_YOUR GOAL:_ Only the pictures are dropped. Restate each line below word for word.

_PROVIDED MATERIAL:_
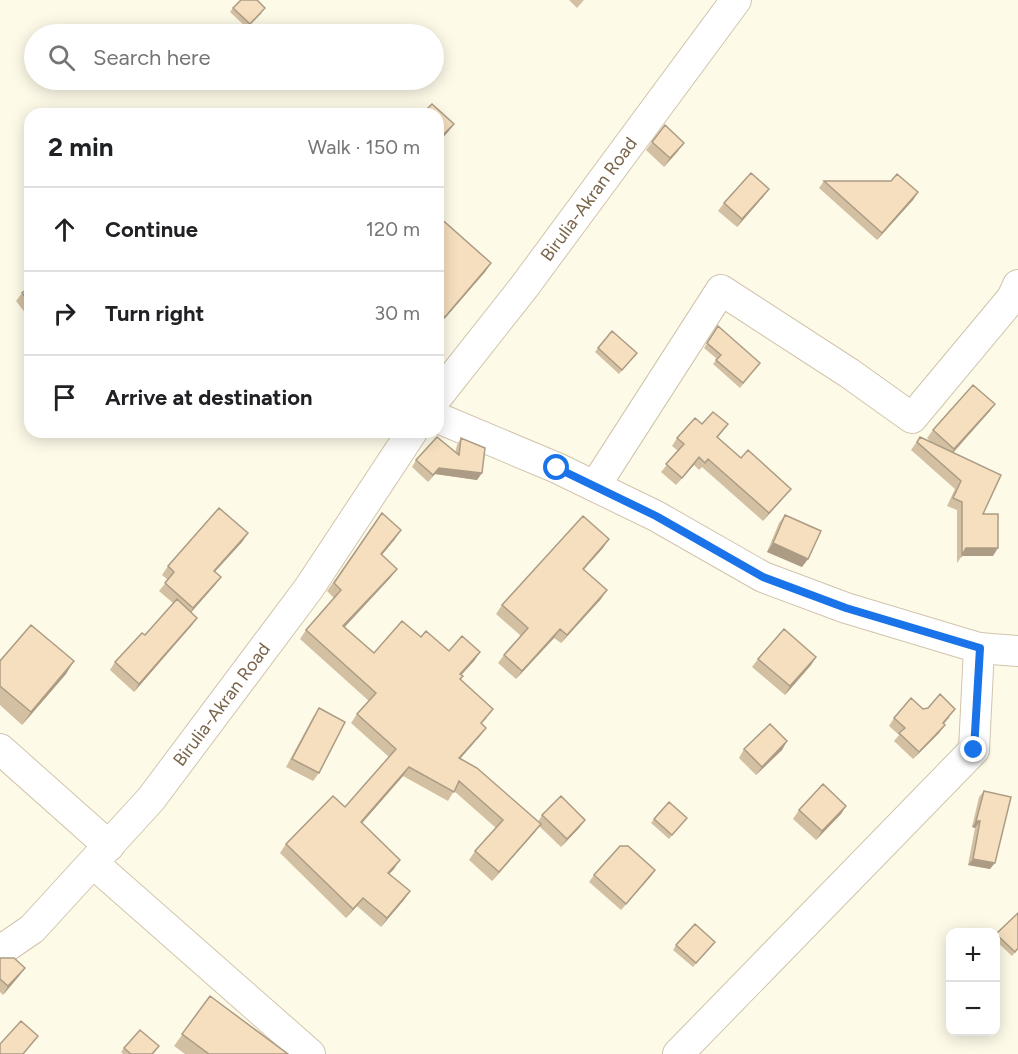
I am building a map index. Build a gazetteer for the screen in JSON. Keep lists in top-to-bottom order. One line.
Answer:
{"streets":{"street":["Birulia-Akran Road"]},"page":{"search":"Search here","heading":["2 min","Walk · 150 m"],"list":[["Continue","120 m"],["Turn right","30 m"],"Arrive at destination"],"map_buttons":["+","−"]}}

_SOLUTION TO THE PROBLEM:_
I am building a map index. Build a gazetteer for the screen in JSON. Keep lists in top-to-bottom order. One line.
Answer:
{"streets":{"street":["Birulia-Akran Road"]},"page":{"search":"Search here","heading":["2 min","Walk · 150 m"],"list":[["Continue","120 m"],["Turn right","30 m"],"Arrive at destination"],"map_buttons":["+","−"]}}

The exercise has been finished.